The black returned early from his expedition, and, as well as could be gathered from his somewhat incoherent narrative, a minister of God might be expected to arrive in the course of the day. The interruption that we mentioned in our preceding chapter was occasioned by the entrance of the landlady. At the intercession of Dunwoodie, orders had been given to the sentinel who guarded the door of Henry's room, that the members of the prisoner's family should, at all times, have free access to his apartment; Cæsar was included in this arrangement, as a matter of convenience, by the officer in command; but strict inquiry and examination was made into the errand of every other applicant for admission. The major had, however, included himself among the relatives of the British officer; and one pledge, that no rescue should be attempted, was given in his name for them all. A short conversation was passing between the woman of the house and the corporal of the guard, before the door that the sentinel had already opened in anticipation of the decision of his non-commissioned commandant.

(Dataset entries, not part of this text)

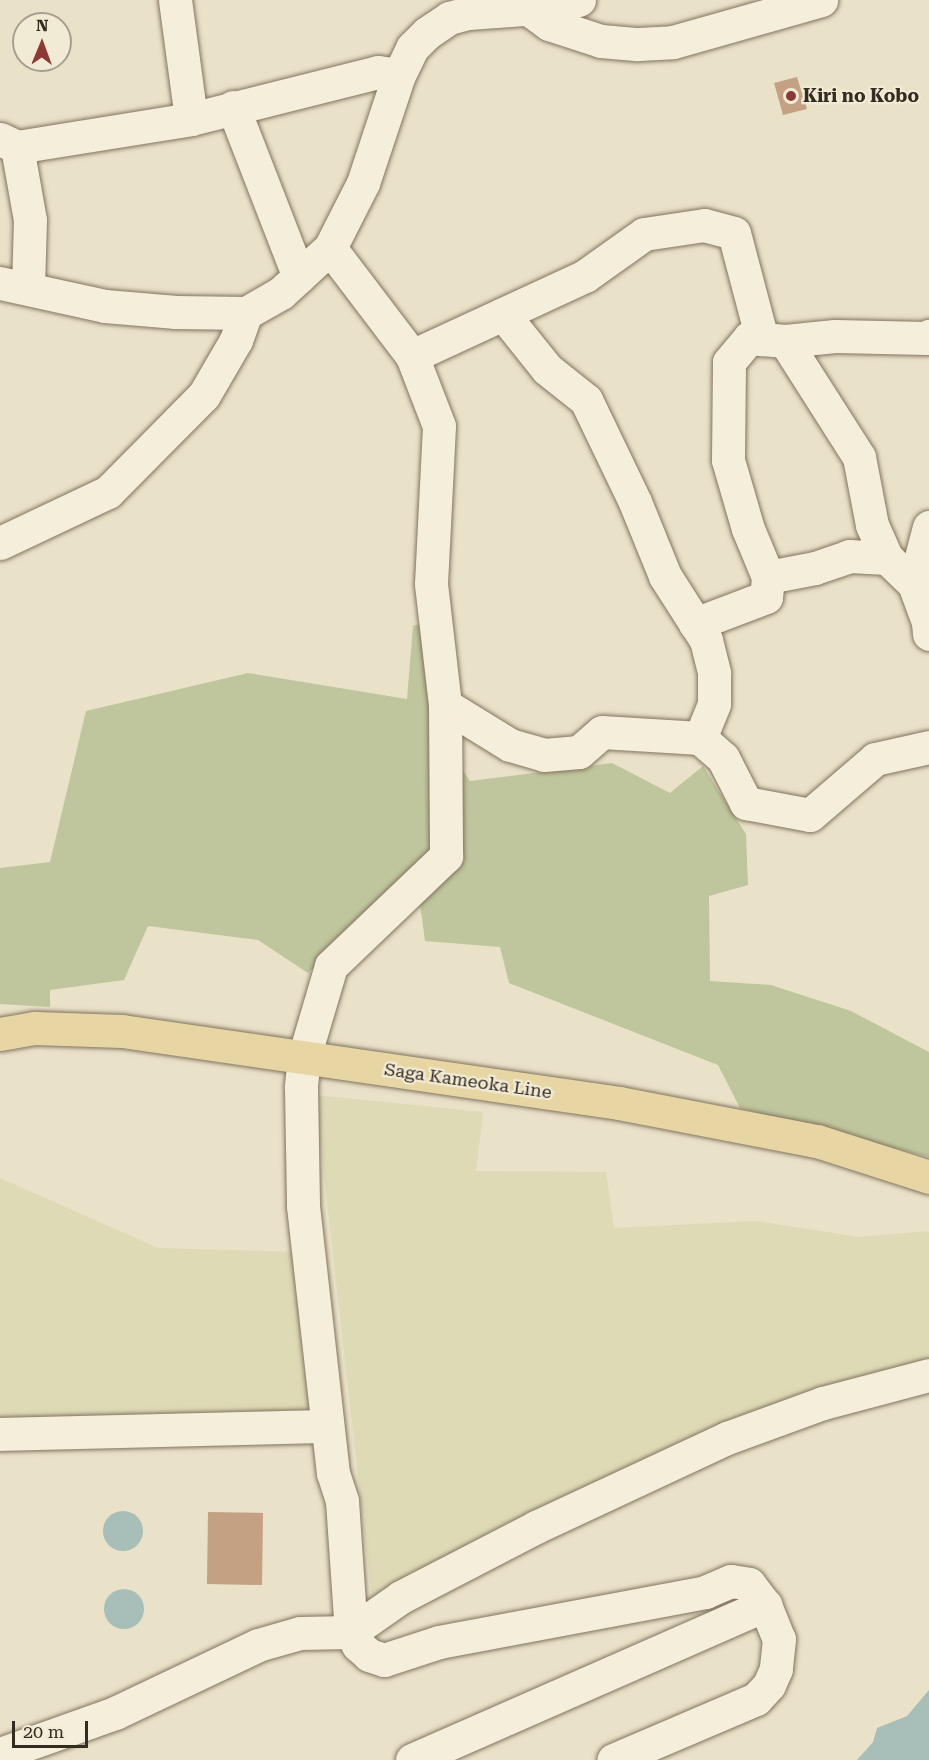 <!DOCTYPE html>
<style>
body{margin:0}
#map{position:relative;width:929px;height:1760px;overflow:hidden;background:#e9e1c8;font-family:"Roboto Serif",serif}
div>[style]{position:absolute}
.farmland>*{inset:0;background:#dedab6}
.green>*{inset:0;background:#bfc69d}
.water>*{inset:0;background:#a8beb8}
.round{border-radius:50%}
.building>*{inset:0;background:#c3a182}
.roads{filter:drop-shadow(0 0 2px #83745f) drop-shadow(0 0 2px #83745f)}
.minor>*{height:33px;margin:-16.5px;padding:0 16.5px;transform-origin:16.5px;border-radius:16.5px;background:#f5eeda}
.major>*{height:33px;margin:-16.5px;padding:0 16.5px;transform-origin:16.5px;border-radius:16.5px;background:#e7d6a4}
.dots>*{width:16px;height:16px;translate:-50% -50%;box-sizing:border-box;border:3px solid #f1ebd6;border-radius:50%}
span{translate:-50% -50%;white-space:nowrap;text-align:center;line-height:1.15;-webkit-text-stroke:4.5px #f1ebd6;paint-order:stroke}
.poi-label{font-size:18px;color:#352c21;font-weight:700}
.left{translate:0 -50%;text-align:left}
.street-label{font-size:18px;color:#352c21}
.north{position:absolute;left:12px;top:12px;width:60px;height:60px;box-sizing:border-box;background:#f1ebd6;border:2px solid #a69f8e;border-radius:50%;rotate:1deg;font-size:16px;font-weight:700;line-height:24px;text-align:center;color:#352c21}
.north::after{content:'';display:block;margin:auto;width:21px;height:27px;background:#8b3a36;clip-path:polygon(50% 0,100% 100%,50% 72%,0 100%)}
.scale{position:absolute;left:12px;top:1721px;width:76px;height:27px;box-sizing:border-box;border:3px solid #352c21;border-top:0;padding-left:8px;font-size:18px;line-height:21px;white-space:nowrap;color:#352c21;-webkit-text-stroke:4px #f1ebd6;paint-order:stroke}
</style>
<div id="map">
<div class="farmland">
<i style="clip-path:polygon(315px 1095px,483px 1112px,476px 1171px,606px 1172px,614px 1228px,755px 1221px,860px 1237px,929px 1231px,929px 1380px,801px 1412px,373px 1609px)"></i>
<i style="clip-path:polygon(0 1178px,158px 1248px,295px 1252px,316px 1411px,0 1423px)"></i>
</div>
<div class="green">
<i style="clip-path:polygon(429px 621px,434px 728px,470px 781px,612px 763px,670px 793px,703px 766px,746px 834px,748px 885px,709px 896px,710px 981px,771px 985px,851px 1011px,929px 1052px,929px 1157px,740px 1108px,718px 1065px,509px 983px,500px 947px,425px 941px,416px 874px,308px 973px,258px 940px,148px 926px,124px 980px,50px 990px,50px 1007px,0 1004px,0 868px,50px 862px,86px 711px,248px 673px,407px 699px,413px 626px)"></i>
</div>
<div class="water">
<i class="round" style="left:103px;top:1511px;width:40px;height:40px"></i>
<i class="round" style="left:104px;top:1589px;width:40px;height:40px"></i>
<i style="clip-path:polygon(929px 1690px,929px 1760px,857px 1760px,873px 1742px,877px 1728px,907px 1716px)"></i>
</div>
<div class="building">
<i style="clip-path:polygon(797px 77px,807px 109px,783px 115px,774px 83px)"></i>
<i style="clip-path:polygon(208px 1512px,263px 1513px,262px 1585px,207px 1584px)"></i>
</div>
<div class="roads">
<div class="minor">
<i style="left:175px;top:0;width:120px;rotate:82.3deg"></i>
<i style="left:527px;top:8px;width:27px;rotate:36deg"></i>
<i style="left:549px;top:24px;width:55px;rotate:18.1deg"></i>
<i style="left:601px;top:41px;width:37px;rotate:5deg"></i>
<i style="left:638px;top:44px;width:35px;rotate:-3deg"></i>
<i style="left:673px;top:42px;width:154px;rotate:-15.8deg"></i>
<i style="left:233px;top:107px;width:182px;rotate:68.8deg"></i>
<i style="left:0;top:139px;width:19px;rotate:25deg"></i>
<i style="left:17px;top:147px;width:176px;rotate:-9.1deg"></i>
<i style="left:191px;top:119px;width:193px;rotate:-14.1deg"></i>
<i style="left:378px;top:72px;width:21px;rotate:8deg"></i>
<i style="left:17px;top:147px;width:74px;rotate:79.9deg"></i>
<i style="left:30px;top:220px;width:68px;rotate:91.7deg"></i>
<i style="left:330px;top:248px;width:136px;rotate:52.8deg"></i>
<i style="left:412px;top:356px;width:75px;rotate:68.9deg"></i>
<i style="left:439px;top:426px;width:158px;rotate:92.9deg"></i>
<i style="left:431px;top:584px;width:122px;rotate:83.4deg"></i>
<i style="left:445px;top:705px;width:76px;rotate:31.6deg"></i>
<i style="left:510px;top:745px;width:35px;rotate:16deg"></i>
<i style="left:544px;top:755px;width:35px;rotate:-5deg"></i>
<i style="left:579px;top:752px;width:30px;rotate:-41deg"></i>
<i style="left:602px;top:732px;width:98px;rotate:3.5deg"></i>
<i style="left:700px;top:738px;width:30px;rotate:41deg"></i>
<i style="left:723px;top:758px;width:51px;rotate:62.9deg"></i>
<i style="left:746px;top:803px;width:65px;rotate:10.6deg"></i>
<i style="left:810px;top:815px;width:86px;rotate:-40.7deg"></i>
<i style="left:875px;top:759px;width:55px;rotate:-12.5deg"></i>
<i style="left:0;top:283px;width:107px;rotate:12.4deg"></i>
<i style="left:105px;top:306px;width:71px;rotate:4.8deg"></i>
<i style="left:176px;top:312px;width:70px;rotate:0.8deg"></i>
<i style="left:246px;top:313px;width:40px;rotate:-29.7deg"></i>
<i style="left:281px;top:293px;width:67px;rotate:-42.6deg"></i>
<i style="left:330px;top:248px;width:73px;rotate:-63.1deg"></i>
<i style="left:363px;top:183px;width:114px;rotate:-71.6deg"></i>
<i style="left:399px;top:75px;width:30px;rotate:-64deg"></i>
<i style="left:412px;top:48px;width:21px;rotate:-45deg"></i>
<i style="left:427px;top:33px;width:27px;rotate:-34deg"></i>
<i style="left:449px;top:18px;width:20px;rotate:-15deg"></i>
<i style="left:468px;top:13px;width:84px;rotate:-4.1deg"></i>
<i style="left:552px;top:7px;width:28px;rotate:-15deg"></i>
<i style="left:503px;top:314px;width:70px;rotate:51.3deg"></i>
<i style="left:547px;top:369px;width:50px;rotate:38.5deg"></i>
<i style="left:586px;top:400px;width:113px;rotate:64.3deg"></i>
<i style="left:635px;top:502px;width:80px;rotate:67.9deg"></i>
<i style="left:665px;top:576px;width:76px;rotate:57.4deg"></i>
<i style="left:706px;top:640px;width:34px;rotate:76deg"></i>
<i style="left:714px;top:673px;width:31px;rotate:90deg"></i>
<i style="left:714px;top:704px;width:37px;rotate:112deg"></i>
<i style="left:785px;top:341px;width:138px;rotate:57.5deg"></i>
<i style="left:859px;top:457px;width:69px;rotate:79.2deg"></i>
<i style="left:872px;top:525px;width:36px;rotate:66deg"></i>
<i style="left:887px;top:558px;width:37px;rotate:44deg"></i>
<i style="left:914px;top:584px;width:40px;rotate:69.8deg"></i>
<i style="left:928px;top:622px;width:12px;rotate:85deg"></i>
<i style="left:412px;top:356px;width:191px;rotate:-24.8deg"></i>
<i style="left:585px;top:276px;width:72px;rotate:-35.4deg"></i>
<i style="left:644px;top:234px;width:61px;rotate:-8.5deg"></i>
<i style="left:704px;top:225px;width:31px;rotate:15deg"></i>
<i style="left:734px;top:233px;width:110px;rotate:75.2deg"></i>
<i style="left:762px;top:339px;width:23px;rotate:5deg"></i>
<i style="left:785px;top:341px;width:50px;rotate:-5.7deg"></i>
<i style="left:835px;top:336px;width:91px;rotate:1.3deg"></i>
<i style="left:926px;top:338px;width:4px;rotate:-34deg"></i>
<i style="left:0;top:543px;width:119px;rotate:-25.3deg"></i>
<i style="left:108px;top:492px;width:136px;rotate:-45.3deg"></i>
<i style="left:204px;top:395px;width:64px;rotate:-59.8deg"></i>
<i style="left:236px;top:340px;width:29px;rotate:-70deg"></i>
<i style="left:768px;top:577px;width:48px;rotate:-10.8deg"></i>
<i style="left:815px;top:568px;width:36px;rotate:-19deg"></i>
<i style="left:849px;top:556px;width:38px;rotate:3deg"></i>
<i style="left:914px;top:584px;width:59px;rotate:-75.3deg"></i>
<i style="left:695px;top:624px;width:76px;rotate:-20.8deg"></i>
<i style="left:766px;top:597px;width:20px;rotate:-84deg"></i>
<i style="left:768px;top:577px;width:52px;rotate:-112.6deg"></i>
<i style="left:748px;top:529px;width:72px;rotate:-106.2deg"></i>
<i style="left:728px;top:460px;width:98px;rotate:-89.4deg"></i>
<i style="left:729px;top:362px;width:31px;rotate:-50deg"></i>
<i style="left:749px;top:338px;width:13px;rotate:4deg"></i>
<i style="left:445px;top:705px;width:151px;rotate:89.6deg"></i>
<i style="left:446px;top:856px;width:159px;rotate:136.3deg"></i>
<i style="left:331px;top:966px;width:95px;rotate:106.5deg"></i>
<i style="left:304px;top:1057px;width:31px;rotate:96deg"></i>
<i style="left:301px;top:1088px;width:118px;rotate:89deg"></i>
<i style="left:303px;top:1206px;width:269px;rotate:83.6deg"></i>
<i style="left:333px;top:1473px;width:29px;rotate:72deg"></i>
<i style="left:342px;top:1501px;width:131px;rotate:86.1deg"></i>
<i style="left:351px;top:1632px;width:15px;rotate:62deg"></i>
<i style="left:358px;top:1645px;width:15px;rotate:42deg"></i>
<i style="left:369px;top:1655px;width:16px;rotate:18deg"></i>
<i style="left:384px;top:1660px;width:58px;rotate:-18.1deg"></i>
<i style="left:439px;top:1642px;width:271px;rotate:-10.6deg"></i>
<i style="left:705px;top:1592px;width:28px;rotate:-23deg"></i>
<i style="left:731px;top:1581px;width:18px;rotate:9deg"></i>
<i style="left:749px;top:1584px;width:26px;rotate:53deg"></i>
<i style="left:765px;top:1605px;width:37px;rotate:68deg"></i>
<i style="left:779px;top:1639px;width:30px;rotate:96deg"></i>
<i style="left:776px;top:1669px;width:17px;rotate:114deg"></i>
<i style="left:769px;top:1685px;width:19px;rotate:133deg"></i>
<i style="left:756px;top:1699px;width:155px;rotate:156.9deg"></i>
<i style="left:0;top:1434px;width:327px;rotate:-1.4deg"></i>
<i style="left:0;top:1754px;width:122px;rotate:-19.6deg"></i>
<i style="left:115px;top:1713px;width:158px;rotate:-25.4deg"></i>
<i style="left:258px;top:1645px;width:44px;rotate:-15.9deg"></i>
<i style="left:300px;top:1633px;width:51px;rotate:-1.1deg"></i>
<i style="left:351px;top:1632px;width:61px;rotate:-35deg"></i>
<i style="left:401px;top:1597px;width:152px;rotate:-27.4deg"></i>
<i style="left:536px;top:1527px;width:211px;rotate:-25deg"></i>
<i style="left:727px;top:1438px;width:102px;rotate:-20deg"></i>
<i style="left:823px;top:1403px;width:110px;rotate:-14.8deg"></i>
<i style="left:412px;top:1760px;width:386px;rotate:-23.7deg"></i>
</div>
<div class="major">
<i style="left:0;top:1034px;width:36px;rotate:-10deg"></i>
<i style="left:35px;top:1028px;width:87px;rotate:2deg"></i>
<i style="left:122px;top:1031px;width:502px;rotate:8.24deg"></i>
<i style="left:619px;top:1103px;width:202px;rotate:10.9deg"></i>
<i style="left:817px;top:1141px;width:118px;rotate:17.8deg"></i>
</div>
</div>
<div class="dots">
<i style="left:791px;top:96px;background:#8b3a36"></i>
</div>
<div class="poi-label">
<span class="left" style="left:803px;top:96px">Kiri no Kobo</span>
</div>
<div class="street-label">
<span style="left:468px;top:1081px;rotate:8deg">Saga Kameoka Line</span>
</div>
<div class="north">N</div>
<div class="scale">20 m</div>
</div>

"Would you refuse the consolations of religion to a fellowcreature about to suffer death?" said the matron, with earnest zeal. "Would you plunge a soul into the fiery furnace, and a minister at hand to point out the straight and narrow path?"

"I'll tell you what, good woman," returned the corporal, gently pushing her away; “I've no notion of my back being a highway for any man to walk to heaven upon. A pretty figure I should make at the pickets, for disobeying orders. Just step down and ask Lieutenant Mason, and you may bring in the whole congregation. We have not taken the guard from the foot soldiers but an hour, and I shouldn't like to have it said that we know less of our duty than the militia."

"Admit the woman," said Dunwoodie, sternly, observing, for the first time, that one of his own corps was on post.